In one highly publicized case, mountain bike racer Melissa "Missy" Giove, once known as ''the missile,'' pleaded guilty in 2009 to involvement in a massive trafficking operation that brought marijuana from California eastward.
She was arrested after police intercepted a Giove courier carrying 350 pounds of marijuana and set up what drug agents call a "controlled delivery." Agents observed Giove meet the courier and take the wheel near Albany International Airport. They arrested her and a co-conspirator, Eric Canori, at Canori's home in Wilton.
New York City is one of the nation's premier marijuana markets and sees everything from Canadian and Mexican pot to cannabis plants growing inside otherwise empty New York apartments, according to DEA spokeswoman Erin McKenzie-Mulvey.
In one 2007 case, agents seized 700 plants, each 3 to 4 feet high, from an apartment in Upper Manhattan. They had a combined street value over $2.8 million.
In addition to California, 14 states plus the District of Columbia now have laws permitting marijuana use for medicinal purposes. One of those states, New Jersey, approved its law in 2010.
Medical marijuana seems unlikely to get approved in the New York state Legislature anytime soon, especially with the state Senate in Republican control. Gov. Andrew Cuomo, who has admitted smoking pot in his youth, said during the campaign that he does not favor such a law, explaining: "The dangers of medical marijuana outweigh the benefits."
The government's 2010 National Drug Threat Assessment states that while the quantity of domestically produced marijuana is unknown, drug agents' eradication of marijuana plants more than doubled between 2003 and 2008. "The amount of marijuana produced in the United States appears to be very high," the report concludes.
California has permitted marijuana use for medical purposes since 1996. Last year, voters there defeated Proposition 19, which would have fully legalized marijuana in the state.
During the campaign over Proposition 19, the impact of potential legalization on the Mexican cartels and drug-related violence in Mexico was a matter of vigorous debate. Those in favor of Prop-19 argued that legalization would undercut the price structure that makes marijuana smuggling profitable for Mexican traffickers.

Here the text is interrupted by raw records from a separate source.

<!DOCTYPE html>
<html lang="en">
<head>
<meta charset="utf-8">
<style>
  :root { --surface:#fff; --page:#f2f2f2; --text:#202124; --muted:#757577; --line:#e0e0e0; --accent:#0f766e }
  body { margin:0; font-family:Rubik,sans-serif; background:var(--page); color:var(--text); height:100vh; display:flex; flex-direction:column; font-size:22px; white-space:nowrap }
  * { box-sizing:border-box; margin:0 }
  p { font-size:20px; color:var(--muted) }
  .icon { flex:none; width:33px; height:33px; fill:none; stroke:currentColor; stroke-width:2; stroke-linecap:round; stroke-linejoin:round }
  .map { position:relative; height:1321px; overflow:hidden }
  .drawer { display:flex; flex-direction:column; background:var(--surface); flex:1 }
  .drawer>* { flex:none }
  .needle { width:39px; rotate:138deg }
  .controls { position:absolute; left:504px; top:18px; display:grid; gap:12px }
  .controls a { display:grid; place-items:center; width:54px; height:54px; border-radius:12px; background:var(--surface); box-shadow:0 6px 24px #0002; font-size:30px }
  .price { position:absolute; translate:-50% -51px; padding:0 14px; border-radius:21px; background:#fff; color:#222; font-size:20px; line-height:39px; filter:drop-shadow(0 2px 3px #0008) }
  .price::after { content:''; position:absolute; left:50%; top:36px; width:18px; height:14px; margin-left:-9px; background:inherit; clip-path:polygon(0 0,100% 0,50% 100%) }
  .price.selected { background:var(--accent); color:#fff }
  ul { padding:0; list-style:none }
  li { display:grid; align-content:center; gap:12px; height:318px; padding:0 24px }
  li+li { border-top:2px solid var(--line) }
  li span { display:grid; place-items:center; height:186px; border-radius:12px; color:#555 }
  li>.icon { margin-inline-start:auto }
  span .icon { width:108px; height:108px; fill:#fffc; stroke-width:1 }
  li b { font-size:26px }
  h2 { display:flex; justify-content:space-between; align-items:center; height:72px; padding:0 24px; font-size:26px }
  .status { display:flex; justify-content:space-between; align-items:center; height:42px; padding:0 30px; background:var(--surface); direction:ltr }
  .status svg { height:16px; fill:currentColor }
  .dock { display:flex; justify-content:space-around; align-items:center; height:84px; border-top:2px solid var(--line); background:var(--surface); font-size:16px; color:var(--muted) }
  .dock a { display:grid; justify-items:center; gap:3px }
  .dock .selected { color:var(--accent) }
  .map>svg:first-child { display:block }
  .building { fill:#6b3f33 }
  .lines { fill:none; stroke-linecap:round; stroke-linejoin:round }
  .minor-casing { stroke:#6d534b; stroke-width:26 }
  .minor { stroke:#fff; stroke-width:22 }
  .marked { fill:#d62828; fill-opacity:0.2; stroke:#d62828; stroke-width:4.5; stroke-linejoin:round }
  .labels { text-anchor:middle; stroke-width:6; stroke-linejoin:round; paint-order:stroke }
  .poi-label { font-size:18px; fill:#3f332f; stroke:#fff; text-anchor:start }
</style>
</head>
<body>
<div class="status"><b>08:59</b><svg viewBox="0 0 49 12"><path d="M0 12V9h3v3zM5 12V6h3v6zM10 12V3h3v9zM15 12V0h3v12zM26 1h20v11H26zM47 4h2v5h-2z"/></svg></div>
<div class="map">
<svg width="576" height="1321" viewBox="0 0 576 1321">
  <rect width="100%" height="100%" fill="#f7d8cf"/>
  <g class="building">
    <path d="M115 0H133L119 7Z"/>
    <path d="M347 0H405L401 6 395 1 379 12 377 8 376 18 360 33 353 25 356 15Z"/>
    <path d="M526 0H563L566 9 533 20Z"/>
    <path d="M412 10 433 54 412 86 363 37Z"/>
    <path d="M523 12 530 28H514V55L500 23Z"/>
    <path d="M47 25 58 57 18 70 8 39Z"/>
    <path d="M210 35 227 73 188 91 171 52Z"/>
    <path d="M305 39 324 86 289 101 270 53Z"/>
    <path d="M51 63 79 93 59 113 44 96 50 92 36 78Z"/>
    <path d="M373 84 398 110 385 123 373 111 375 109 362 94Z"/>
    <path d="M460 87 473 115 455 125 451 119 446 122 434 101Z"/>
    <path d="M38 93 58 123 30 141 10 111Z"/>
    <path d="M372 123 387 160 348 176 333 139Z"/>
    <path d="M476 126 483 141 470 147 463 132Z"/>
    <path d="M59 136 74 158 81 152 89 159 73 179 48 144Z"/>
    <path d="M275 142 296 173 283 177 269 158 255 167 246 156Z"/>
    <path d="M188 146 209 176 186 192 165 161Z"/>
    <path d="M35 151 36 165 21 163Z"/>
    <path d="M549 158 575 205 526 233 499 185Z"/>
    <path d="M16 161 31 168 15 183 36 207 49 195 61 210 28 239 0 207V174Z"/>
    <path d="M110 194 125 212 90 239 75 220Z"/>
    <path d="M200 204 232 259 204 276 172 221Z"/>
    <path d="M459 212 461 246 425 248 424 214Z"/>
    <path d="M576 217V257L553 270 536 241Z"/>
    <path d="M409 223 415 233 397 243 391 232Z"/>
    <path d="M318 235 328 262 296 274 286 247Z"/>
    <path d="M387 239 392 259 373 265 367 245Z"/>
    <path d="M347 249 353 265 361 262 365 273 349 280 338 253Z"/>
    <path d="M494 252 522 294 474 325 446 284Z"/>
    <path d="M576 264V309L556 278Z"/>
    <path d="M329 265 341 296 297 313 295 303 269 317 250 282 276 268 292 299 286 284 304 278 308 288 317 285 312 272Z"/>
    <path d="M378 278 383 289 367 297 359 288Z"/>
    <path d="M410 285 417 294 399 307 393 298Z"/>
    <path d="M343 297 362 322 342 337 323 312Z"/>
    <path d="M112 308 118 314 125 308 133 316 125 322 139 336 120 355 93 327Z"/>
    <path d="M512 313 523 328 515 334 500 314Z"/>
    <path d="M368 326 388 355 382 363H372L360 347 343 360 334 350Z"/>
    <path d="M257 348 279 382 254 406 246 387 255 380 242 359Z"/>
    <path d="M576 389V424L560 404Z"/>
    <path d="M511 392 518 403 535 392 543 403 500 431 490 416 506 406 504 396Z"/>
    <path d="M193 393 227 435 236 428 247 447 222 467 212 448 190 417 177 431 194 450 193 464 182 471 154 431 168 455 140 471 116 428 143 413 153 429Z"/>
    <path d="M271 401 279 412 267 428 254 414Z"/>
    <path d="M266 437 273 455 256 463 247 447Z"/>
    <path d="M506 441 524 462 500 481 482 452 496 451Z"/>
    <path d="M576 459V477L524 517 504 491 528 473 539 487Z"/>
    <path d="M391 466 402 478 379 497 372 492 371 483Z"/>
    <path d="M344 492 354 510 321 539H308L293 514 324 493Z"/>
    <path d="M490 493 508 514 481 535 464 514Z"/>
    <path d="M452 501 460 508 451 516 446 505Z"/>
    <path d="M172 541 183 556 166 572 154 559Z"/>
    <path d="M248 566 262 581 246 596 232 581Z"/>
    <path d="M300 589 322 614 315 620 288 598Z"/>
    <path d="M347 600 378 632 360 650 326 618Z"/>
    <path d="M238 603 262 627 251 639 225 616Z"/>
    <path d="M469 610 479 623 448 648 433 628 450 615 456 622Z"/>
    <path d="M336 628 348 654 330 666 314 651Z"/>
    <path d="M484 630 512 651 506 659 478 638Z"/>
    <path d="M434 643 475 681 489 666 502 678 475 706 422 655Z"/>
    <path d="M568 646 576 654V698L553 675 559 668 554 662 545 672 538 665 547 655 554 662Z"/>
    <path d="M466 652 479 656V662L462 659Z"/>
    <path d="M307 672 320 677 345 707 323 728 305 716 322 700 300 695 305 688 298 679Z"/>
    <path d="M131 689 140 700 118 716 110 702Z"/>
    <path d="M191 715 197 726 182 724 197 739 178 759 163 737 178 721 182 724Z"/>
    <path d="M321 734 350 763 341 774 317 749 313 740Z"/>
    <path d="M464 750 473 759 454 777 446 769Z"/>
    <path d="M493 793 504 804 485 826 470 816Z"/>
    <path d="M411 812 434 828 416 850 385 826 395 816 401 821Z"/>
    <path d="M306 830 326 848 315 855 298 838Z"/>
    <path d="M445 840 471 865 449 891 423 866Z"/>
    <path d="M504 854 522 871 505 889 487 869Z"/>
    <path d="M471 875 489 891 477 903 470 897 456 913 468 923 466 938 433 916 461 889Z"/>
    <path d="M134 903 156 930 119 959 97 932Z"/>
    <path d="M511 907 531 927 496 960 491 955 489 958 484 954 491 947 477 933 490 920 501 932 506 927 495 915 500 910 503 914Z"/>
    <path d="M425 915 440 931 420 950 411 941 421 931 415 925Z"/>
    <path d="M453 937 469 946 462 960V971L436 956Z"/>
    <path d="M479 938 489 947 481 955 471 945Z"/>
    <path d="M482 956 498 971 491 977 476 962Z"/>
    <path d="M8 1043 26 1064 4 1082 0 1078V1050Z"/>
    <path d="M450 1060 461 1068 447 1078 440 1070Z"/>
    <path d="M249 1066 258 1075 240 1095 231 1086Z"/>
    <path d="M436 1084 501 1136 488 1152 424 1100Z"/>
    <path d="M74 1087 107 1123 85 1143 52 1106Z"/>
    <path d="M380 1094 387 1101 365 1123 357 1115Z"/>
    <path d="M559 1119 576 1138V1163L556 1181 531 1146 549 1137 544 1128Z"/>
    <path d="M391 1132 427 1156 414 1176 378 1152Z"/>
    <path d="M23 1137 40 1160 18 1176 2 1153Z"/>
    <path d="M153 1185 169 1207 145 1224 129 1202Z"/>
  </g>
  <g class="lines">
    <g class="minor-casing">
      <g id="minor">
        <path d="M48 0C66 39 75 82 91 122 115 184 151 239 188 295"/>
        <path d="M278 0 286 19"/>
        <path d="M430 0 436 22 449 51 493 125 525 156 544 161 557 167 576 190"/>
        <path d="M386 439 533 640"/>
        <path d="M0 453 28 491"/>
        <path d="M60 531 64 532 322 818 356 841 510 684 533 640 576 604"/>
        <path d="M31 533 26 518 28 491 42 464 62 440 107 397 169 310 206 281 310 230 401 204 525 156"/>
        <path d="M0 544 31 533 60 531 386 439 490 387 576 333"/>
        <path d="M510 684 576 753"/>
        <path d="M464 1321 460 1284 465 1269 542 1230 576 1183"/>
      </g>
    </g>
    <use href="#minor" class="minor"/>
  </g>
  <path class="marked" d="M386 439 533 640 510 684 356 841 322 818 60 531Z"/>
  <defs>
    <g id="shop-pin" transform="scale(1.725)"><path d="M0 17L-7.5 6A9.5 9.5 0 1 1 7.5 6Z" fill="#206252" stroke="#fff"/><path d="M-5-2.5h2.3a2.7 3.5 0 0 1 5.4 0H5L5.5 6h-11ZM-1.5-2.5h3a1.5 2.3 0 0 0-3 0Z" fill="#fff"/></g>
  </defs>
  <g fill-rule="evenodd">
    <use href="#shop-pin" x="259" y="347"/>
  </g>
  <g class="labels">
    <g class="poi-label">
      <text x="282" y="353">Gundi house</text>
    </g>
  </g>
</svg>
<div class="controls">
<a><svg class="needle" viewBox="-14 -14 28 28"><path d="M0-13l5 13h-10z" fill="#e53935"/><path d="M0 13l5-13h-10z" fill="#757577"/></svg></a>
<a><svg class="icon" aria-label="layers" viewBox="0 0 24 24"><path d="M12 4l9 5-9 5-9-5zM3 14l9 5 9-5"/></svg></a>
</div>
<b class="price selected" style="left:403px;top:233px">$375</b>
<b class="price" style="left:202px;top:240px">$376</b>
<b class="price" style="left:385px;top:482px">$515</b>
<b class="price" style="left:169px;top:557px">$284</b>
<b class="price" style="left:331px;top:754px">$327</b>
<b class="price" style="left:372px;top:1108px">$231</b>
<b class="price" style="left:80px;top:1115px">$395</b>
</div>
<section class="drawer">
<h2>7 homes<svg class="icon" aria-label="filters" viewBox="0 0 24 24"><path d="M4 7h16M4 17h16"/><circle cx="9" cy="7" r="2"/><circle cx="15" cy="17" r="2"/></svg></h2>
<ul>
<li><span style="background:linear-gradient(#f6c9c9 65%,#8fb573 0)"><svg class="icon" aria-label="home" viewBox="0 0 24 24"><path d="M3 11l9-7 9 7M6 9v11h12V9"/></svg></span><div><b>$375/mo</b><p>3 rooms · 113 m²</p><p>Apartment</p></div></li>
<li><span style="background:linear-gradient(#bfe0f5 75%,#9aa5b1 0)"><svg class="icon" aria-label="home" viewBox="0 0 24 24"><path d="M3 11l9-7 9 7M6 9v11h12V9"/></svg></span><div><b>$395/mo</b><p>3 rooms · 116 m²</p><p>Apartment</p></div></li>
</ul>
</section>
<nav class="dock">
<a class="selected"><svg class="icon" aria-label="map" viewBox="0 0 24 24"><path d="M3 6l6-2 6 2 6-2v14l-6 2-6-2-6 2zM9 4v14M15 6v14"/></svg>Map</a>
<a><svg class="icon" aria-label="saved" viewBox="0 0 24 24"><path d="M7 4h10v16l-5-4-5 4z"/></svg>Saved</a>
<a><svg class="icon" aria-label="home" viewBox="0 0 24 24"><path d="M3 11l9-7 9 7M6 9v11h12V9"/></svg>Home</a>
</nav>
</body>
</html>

Those opposed, including law enforcement groups, countered that cartels were in it for the money and would not let legalization deter them from finding and exploiting U.S. markets.

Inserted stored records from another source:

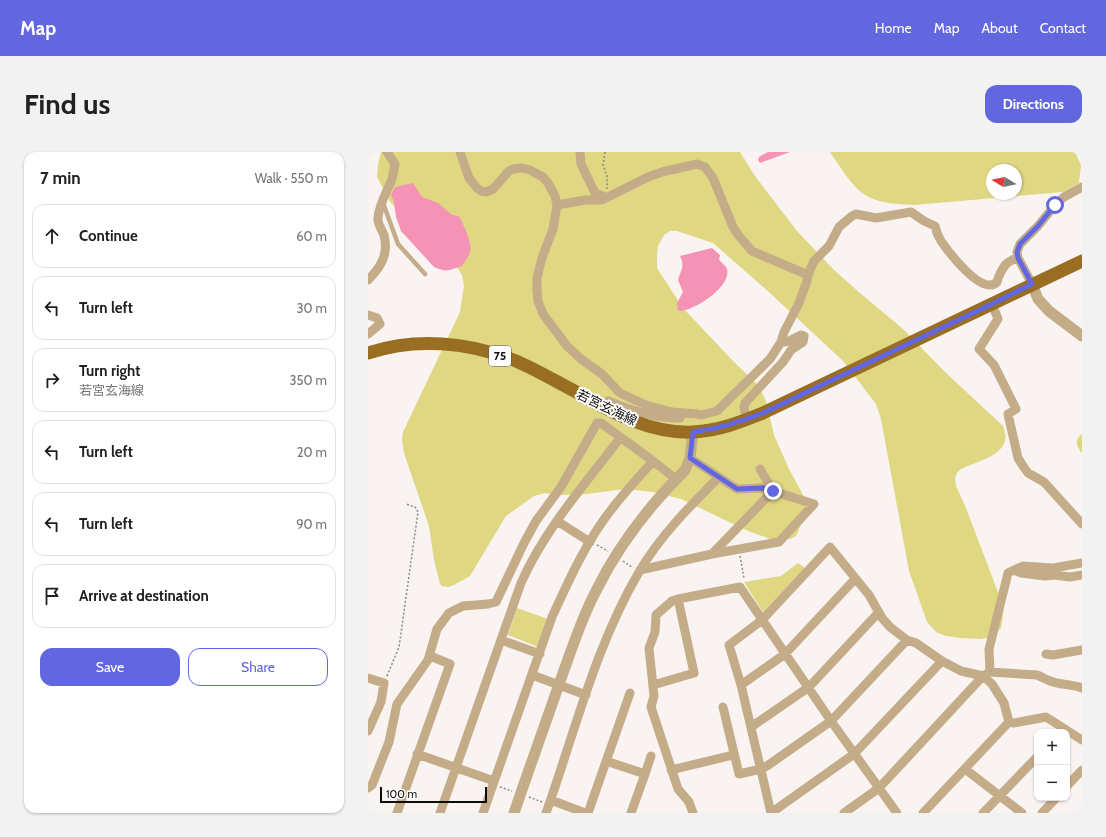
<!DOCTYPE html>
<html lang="en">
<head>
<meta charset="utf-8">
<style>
	:root { --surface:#fff; --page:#f2f2f2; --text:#202124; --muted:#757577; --line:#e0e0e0; --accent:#6267e0 }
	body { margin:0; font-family:Cabin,"Noto Sans JP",sans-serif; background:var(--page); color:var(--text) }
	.controls { position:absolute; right:12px; bottom:12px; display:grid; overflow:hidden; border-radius:8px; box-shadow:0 1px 3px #0004 }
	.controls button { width:36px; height:36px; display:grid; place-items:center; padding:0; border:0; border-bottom:1px solid var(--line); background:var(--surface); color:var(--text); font:20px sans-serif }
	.compass { position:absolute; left:618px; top:12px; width:36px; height:36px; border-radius:50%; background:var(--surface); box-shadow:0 1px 3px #0004; rotate:280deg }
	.scale { position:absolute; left:12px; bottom:10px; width:107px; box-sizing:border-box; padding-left:4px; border:2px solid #0f0d0c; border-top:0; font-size:11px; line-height:14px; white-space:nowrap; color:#0f0d0c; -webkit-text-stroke:3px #fff; paint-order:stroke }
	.stop { position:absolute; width:12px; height:12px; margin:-9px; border:3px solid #6267e0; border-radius:50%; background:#fff }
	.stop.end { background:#6267e0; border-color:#fff; box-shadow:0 1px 4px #0008 }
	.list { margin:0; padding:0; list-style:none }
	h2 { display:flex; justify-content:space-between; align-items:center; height:52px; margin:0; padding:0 16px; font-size:17px }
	h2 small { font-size:13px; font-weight:400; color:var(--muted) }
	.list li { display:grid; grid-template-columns:26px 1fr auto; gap:12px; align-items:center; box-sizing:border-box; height:64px; margin:0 8px 8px; padding:0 8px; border:1px solid var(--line); border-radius:12px }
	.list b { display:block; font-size:15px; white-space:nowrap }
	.list p { margin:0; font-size:13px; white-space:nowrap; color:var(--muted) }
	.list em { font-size:13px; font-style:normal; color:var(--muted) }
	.actions { display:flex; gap:8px; padding:12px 16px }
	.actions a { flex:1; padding:9px 0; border:1px solid var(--accent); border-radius:12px; text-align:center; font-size:14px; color:var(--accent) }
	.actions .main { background:var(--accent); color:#fff }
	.icon { flex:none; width:22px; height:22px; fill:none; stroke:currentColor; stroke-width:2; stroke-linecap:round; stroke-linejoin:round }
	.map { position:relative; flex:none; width:714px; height:661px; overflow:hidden; border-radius:12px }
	header { display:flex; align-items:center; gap:24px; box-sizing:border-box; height:56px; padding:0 20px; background:var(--accent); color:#fff }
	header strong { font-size:19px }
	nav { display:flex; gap:22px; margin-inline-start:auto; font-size:14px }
	.intro { display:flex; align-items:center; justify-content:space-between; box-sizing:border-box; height:96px; padding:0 24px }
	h1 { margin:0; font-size:28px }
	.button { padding:10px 18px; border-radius:12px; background:var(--accent); color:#fff; font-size:14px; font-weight:700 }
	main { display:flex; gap:24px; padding:0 24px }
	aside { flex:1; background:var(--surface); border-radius:12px; box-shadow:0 1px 3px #0004 }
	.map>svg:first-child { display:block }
	.green { fill:#e0d783; fill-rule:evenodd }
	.water { fill:#f493b6 }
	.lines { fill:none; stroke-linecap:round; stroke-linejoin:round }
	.path { stroke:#8b8886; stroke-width:1.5; stroke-dasharray:2 2; stroke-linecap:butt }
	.service { stroke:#c4ac89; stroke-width:4.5 }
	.minor { stroke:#c4ac89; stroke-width:9 }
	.tertiary { stroke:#c4ac89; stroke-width:11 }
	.primary { stroke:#996e22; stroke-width:13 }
	.route { stroke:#6267e0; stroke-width:5 }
	.labels { text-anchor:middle; stroke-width:4; stroke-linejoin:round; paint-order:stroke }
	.shield { fill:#fff; stroke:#575655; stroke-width:1 }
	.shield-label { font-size:12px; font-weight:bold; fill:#0f0d0c }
	.street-label { font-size:13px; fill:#0f0d0c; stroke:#fff }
</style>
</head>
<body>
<header>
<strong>Map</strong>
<nav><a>Home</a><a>Map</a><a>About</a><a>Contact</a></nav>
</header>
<div class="intro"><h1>Find us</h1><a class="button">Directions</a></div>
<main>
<aside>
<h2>7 min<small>Walk · 550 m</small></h2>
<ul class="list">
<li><svg class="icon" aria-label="ahead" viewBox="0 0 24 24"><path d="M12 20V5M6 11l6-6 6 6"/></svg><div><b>Continue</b></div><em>60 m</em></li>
<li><svg class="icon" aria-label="left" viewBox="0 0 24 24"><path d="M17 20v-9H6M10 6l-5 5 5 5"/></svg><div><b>Turn left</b></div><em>30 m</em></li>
<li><svg class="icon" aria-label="right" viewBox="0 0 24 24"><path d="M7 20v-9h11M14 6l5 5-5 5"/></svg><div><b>Turn right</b><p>若宮玄海線</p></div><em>350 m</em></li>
<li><svg class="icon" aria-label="left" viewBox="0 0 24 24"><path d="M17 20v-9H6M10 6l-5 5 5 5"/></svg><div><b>Turn left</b></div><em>20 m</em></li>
<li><svg class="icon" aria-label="left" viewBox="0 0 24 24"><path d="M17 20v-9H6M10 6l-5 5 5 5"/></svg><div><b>Turn left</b></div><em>90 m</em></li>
<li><svg class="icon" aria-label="arrive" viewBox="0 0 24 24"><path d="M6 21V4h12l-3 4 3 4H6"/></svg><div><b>Arrive at destination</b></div></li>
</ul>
<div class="actions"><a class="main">Save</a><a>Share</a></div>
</aside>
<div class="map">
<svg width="714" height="661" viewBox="0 0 714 661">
	<rect width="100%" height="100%" fill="#f9f4f1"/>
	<path class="green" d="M13 0H372L387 24 429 79 466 118 492 141 535 177 577 220 635 274C647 302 612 308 593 317L589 321 587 326 588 334 598 356 636 456 633 476 623 485 613 487 593 486 578 484 568 480 559 470 541 419 513 267 508 252 475 209 402 141 345 91 309 79H302L296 83 290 94 289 101V116L315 156 366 210 390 233 398 249 406 283 421 317 439 350 438 361 428 384 422 387H402L380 379 313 347 285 340 257 337 219 342 194 343 177 341 166 344 138 364 102 424 86 433 80 435 74 434 72 432 66 408 61 374 36 301 34 288 35 280 92 160 96 134 94 123 88 114 22 50 9 25 10 12Z
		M462 0H707L713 13 711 31 695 40 546 53C493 51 490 41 462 0ZM624 18H648V42H624Z
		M714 282V301C708 294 706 288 714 282Z
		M430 411 437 416 395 460 376 430 413 424Z
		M149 456 180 467 170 495 140 483Z"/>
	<path class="water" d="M400 0H422L392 11 390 8 391 5Z
		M45 31 54 45 70 51 84 63 91 64C95 72 105 92 102 100 101 104 96 110 94 114 81 118 79 121 66 115L33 79 28 65 26 50 23 43 27 35Z
		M344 96 352 103 351 108C354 111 358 114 359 117 364 135 325 160 310 159L309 151 315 140 310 128C313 118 317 114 312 104Z"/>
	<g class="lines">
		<path class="path" d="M237 0 235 13 239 24V37
			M229 393 240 399
			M372 404 376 426 375 427
			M255 409 265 416
			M19 524 31 495 50 360 47 355 38 352
			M132 635 144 639
			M161 645 174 650"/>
		<path class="service" d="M15 51 30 92 57 122"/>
		<path class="minor" d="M92 0 101 26 109 36 113 39 118 40 125 37 141 19 145 17 154 16 162 18 175 25 180 31 187 44 189 53 185 77 174 106 169 126V138L170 149 175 162 199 194 213 207 234 222 252 241 278 253 304 260 329 262 333 263 349 259 402 207 413 190 416 180 431 151 439 129 440 123 446 109 461 94 471 75 484 64 488 62 508 66 543 60 556 69 567 74C568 79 570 84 573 89 580 99 614 145 629 130 630 128 630 126 631 124 636 113 639 109 650 106
			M212 0 213 12 227 41 237 45
			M189 53 217 48H234L280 25 294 20 329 12 337 15 345 26 365 75 371 84 384 99 440 123
			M0 128C13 115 21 102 16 83 14 78 9 71 10 66 11 52 19 40 24 27 25 22 26 17 27 12L19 0
			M664 132 650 106 649 100 652 92 670 74 687 53 696 45 714 35
			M624 152 630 167 611 197 626 213 648 257 640 262 650 306 655 314 660 321 676 330 714 372
			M0 163 9 166 12 172 0 182
			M236 256 240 249C263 259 286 266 312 266
			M380 267C377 261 375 257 377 251L415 210 423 198 435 190 436 184 433 183C426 185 422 191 413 190
			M392 317 405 339
			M189 369 222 390
			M344 402 405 339
			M272 418 344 402 411 390 446 352 395 336 369 337 322 306
			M646 418 655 414 685 416 714 411
			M133 488 172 502
			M678 502 685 503 714 498
			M622 520 669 523C674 525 677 527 682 529 692 533 704 532 714 536
			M164 523 218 543
			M0 526 16 531 13 550 0 579
			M285 533 326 521 310 447
			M373 533 417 502 487 427
			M355 555 371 622 393 617 399 614 463 569 539 488
			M383 575 441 535 511 460
			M49 602 126 629
			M238 609 277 622 263 661
			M597 617 654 661
			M303 618 365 603
			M277 622 283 604
			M699 634 714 618
			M0 636 4 633 21 590 29 552 60 508 69 477 81 461 95 454 120 452 128 450 156 391 168 369 193 335 229 271H233L285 309 308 327
			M183 648 217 661
			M29 661 82 512 62 504
			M72 661 153 431C177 377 217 332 252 286
			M115 661 184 465C201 428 218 390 243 358 256 341 271 325 285 309
			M178 661C207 580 227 495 271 420 292 384 322 354 351 325
			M220 661 262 541
			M325 661 321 650 310 637 283 555 286 544 281 496 287 480 288 463 304 449 310 447 372 435 463 569 529 661
			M403 661 373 533 361 493 394 468 462 395 501 443 514 466 522 475 539 488 548 491 574 509 593 519 615 524 624 532 636 551 641 570
			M403 661 486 602 574 509
			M476 661 511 636 615 524 622 520 621 497 640 421 646 418 653 421 677 424 687 423 702 425 714 423
			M555 661 641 570 646 571 678 565 714 588
			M615 661 669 605
			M674 661 688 646"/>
		<path class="tertiary" d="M664 132 670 147 681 159 714 184
			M146 661C162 614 179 567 195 521 205 494 214 465 228 439 250 394 281 354 317 318L322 306 325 280"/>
		<path class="primary" d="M0 201C48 185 101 190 148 209 169 218 189 230 210 241 245 261 283 282 325 280 350 279 373 270 395 261L714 109"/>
	</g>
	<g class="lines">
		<path class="route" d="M405 339 395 336 369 337 322 306 325 280C350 277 372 270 395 261L624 152 664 132 650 106 649 100 652 92 670 74 687 53"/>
	</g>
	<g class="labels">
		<rect class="shield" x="121" y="194" width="22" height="20" rx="3"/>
		<g class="shield-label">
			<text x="132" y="208">75</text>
		</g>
		<g class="street-label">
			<text transform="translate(239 255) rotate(26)" y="5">若宮玄海線</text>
		</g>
	</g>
</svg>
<div class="controls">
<button>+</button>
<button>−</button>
</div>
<svg class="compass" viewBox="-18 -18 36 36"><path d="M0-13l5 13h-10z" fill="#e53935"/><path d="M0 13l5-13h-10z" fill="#757577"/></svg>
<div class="scale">100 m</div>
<div class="stop" style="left:687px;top:53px"></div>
<div class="stop end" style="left:405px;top:339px"></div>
</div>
</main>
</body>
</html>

But there has been relatively little examination of the impact of medical marijuana -- and the black market that domestic growers also service -- on the Mexican marijuana trade.
In California and other medical marijuana states, the uptick in domestic cultivation has created a bifurcated market of connoisseurs with the money to afford high-test grades sold in dispensaries or the illicit market, and more frugal consumers willing to sacrifice potency for price.
"People smoke (Mexican marijuana) because it's cheap, not because it's any good," said Mark Kleiman, professor of public policy at UCLA.
Medical marijuana has given rise to a virtual agribusiness of growers and suppliers producing genetically engineered strains targeted at consumers' perceived needs.
In dispensary literature and on the Web, some varieties are described as strong enough to produce "ouch lock," and are recommended for nighttime pain relief. Others are said to be less heavy, more appropriate for daytime use, and helpful for headaches and "social anxiety."
Consumers "in effect have become folk scientists on what works best for them," said Craig Reinarman, chairman of the sociology department at the University of California at Santa Cruz.